Class C Ash: high calcium contents with low carbon and good pozzolanic and cementitious properties lend this material to use in higher performance mixtures where early age strength is important.
Class F Ash: low calcium ash effectively moderating heat gain during concrete curing and therefore ideal for mass placement conditions and high strength mixtures or use in hot weather climates; Also provides good sulfide and sulfate resistance to concrete through same capacity as Type V (CSA Type 50) cement.
Ground granulated blast furnace slag (GGBFS) is manufactured through the process of rapidly quenching molten slag produced during iron making. This granulated material is ground down to powder form and acts with hydraulic properties when combined with water. GGBFS is also sometimes referred to as slag cement. Concretes made with slag cement will usually exhibit higher compressive strengths, better durability and lower permeability compared to portland cement concrete. GGBFS for concrete must meet the specifications of ASTM C989 (CSA A23.5).

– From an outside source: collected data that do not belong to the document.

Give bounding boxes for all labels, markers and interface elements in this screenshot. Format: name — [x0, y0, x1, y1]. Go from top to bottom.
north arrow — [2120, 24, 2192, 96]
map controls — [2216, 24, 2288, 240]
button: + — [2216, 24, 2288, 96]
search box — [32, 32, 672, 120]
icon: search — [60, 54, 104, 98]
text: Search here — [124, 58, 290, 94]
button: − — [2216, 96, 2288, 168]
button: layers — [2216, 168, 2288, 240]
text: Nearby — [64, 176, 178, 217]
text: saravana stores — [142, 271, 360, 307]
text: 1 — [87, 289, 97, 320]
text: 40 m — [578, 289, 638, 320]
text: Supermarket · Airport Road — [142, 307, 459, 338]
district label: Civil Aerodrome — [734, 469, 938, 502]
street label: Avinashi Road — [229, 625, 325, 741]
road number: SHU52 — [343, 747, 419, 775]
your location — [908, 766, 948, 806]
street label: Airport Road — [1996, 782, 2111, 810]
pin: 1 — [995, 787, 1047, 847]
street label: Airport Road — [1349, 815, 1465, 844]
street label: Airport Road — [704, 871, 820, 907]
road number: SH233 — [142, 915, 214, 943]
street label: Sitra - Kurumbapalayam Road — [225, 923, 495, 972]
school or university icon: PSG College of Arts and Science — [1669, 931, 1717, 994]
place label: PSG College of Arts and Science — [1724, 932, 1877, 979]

Also referred to as microsilica, this byproduct material is used as a pozzolan and is manufactured from the reduction of high purity quartz with coal in an electric arc furnace. Silica fume can also be provided in a liquid form and is an extremely fine material. Appropriate safety precautions must be employed when using silica fume. These materials are defined within ASTM C1240 (CSA A23.5) and are typically used where a high degree of impermeability is required. The use of silica fume in concrete will create the effect of the mixture becoming sticky and appropriate adjustments may be required.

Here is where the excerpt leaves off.